PROBLEM: State how many lines in the material hold the string "lineWidth"; nothing besides that number is expected.

TASK INPUT:
= = =

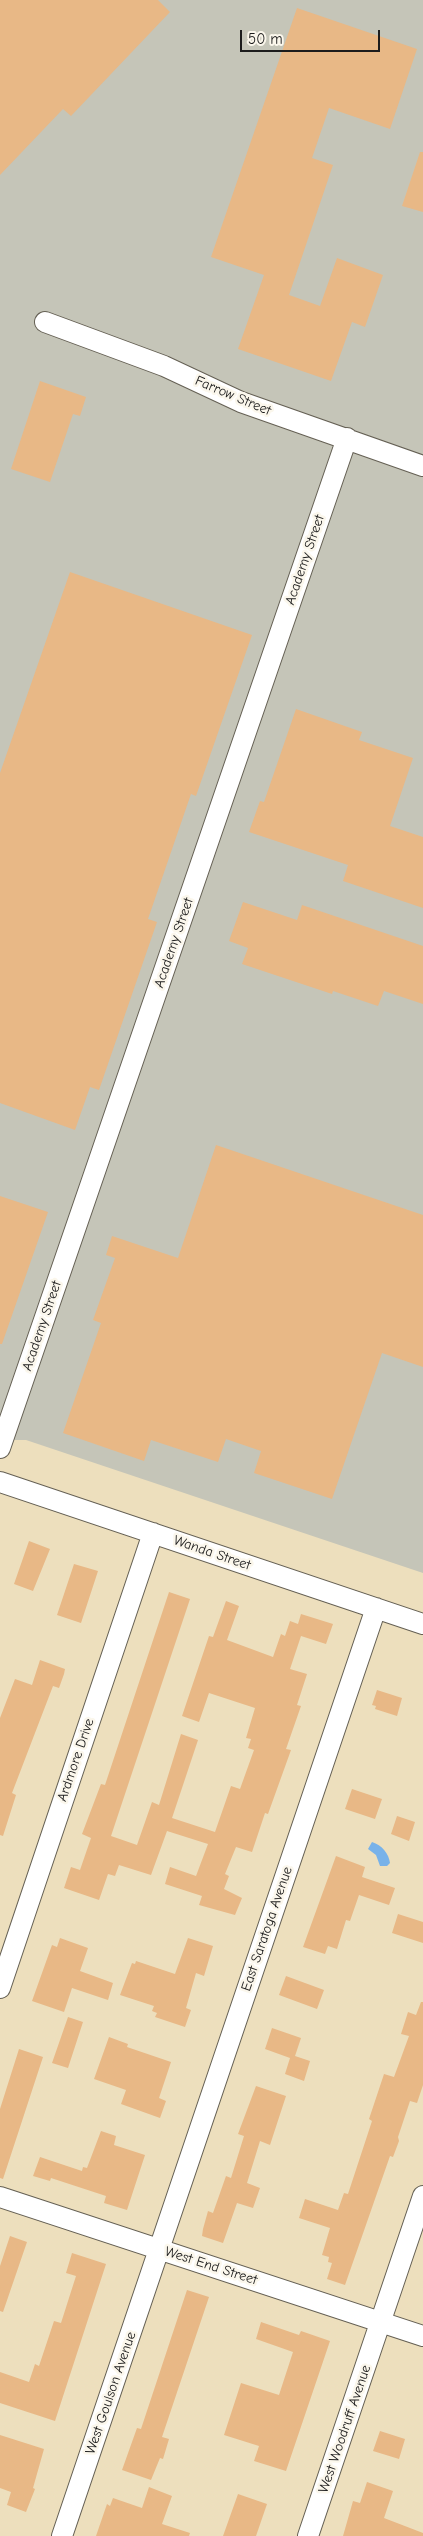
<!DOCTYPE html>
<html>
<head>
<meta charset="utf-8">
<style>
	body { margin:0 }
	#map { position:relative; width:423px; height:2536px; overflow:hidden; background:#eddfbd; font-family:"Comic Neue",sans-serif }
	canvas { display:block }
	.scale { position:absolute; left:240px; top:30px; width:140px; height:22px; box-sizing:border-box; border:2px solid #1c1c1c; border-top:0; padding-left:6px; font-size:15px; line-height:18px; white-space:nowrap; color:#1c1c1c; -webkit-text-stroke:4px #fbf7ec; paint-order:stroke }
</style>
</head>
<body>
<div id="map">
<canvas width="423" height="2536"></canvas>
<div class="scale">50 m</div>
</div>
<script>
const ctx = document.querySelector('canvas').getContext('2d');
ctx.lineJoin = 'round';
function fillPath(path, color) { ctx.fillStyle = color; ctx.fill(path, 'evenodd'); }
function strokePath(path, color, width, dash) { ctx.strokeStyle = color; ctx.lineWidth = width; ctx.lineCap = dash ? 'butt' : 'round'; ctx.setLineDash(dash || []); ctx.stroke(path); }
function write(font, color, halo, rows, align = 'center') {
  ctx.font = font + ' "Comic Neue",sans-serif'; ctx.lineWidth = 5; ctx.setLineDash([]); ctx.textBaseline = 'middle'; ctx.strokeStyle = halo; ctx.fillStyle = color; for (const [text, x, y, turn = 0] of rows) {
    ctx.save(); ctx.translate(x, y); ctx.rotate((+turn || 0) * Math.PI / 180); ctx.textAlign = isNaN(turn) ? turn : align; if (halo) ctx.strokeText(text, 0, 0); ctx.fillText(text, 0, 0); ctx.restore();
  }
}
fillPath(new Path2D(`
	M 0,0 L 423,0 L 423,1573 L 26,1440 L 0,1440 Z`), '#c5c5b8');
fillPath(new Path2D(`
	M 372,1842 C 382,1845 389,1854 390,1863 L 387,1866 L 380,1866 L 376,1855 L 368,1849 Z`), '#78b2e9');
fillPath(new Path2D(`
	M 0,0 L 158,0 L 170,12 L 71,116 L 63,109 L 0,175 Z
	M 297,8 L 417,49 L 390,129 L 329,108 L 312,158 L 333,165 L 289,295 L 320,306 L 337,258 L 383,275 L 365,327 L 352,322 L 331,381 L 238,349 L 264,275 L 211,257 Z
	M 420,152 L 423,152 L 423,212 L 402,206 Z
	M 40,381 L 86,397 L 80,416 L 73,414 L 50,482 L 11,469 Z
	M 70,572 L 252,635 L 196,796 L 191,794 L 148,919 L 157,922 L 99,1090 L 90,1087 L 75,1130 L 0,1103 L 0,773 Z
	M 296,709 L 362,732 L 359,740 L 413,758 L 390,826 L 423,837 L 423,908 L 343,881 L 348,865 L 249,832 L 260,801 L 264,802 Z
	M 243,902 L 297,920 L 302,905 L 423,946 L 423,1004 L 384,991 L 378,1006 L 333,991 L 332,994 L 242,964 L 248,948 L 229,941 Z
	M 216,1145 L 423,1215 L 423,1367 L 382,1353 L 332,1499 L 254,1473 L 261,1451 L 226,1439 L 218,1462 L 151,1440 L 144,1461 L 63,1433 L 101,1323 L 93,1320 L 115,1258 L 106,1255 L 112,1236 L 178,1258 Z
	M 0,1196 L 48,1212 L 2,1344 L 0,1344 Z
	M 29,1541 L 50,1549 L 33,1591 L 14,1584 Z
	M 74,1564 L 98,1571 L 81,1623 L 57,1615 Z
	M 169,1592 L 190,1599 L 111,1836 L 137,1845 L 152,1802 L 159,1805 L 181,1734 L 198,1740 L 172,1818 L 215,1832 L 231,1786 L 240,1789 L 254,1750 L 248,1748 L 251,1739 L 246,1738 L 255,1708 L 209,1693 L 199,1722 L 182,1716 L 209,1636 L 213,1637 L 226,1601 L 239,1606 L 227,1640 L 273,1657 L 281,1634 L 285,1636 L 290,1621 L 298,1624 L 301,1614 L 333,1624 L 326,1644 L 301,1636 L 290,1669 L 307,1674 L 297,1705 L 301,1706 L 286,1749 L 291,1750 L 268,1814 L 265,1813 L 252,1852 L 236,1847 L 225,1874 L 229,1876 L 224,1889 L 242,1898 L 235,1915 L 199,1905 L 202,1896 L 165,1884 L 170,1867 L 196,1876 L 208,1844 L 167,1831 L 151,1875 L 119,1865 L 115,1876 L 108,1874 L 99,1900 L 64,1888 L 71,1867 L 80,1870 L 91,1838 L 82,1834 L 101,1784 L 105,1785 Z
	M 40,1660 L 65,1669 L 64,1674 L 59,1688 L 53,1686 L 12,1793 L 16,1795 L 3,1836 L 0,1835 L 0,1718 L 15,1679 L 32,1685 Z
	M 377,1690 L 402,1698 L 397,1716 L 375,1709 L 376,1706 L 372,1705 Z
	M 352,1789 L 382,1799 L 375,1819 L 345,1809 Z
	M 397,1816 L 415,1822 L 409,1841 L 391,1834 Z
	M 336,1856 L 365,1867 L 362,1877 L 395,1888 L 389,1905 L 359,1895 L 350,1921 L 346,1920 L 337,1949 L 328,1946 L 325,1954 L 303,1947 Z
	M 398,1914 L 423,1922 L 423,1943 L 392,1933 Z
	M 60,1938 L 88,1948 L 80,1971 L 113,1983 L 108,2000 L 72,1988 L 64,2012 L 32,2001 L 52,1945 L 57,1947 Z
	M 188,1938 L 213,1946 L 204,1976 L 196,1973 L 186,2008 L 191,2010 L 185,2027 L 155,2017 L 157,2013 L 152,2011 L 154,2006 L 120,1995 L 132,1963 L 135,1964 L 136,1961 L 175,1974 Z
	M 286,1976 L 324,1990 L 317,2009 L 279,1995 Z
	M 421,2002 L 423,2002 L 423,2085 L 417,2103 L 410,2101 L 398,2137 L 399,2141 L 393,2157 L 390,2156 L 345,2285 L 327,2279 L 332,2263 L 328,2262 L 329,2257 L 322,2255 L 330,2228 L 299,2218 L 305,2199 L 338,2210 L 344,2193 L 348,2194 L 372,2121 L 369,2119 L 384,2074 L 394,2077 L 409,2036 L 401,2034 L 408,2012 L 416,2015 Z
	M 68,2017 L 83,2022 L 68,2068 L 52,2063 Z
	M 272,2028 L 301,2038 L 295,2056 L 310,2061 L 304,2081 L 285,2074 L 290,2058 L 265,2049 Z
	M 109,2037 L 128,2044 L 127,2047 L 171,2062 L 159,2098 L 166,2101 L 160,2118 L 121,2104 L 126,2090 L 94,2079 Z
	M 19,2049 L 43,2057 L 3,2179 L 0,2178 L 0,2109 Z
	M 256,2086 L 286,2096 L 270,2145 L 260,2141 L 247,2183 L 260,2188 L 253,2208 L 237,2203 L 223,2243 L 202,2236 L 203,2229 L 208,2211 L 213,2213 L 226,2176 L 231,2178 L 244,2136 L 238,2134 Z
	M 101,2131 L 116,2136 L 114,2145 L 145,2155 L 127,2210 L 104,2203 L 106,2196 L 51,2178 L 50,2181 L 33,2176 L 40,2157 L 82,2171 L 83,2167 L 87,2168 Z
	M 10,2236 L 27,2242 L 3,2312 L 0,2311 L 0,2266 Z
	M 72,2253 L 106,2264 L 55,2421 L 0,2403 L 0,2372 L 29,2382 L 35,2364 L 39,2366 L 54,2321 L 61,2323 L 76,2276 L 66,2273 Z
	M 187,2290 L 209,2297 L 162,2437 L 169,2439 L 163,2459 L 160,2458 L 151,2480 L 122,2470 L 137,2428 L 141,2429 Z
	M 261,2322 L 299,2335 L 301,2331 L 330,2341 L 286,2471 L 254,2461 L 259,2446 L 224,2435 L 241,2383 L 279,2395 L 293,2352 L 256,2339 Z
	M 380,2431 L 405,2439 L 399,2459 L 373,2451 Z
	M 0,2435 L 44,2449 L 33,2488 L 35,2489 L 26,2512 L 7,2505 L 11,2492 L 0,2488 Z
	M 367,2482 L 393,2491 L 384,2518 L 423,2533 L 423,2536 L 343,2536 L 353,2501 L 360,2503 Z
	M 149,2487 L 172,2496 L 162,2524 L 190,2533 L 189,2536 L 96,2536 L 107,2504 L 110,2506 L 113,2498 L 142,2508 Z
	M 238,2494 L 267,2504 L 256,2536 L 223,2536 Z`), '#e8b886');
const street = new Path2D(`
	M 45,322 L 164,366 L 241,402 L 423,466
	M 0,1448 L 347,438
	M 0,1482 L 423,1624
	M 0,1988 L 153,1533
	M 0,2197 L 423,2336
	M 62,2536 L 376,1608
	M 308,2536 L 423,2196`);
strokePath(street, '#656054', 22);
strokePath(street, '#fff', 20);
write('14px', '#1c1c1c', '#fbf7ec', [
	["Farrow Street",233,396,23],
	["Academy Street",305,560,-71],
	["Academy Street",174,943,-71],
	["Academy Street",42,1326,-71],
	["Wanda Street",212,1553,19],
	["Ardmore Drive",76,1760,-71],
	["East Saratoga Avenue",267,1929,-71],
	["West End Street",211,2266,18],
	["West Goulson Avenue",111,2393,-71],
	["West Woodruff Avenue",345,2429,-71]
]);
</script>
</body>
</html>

= = =

WORKED SOLUTION: 2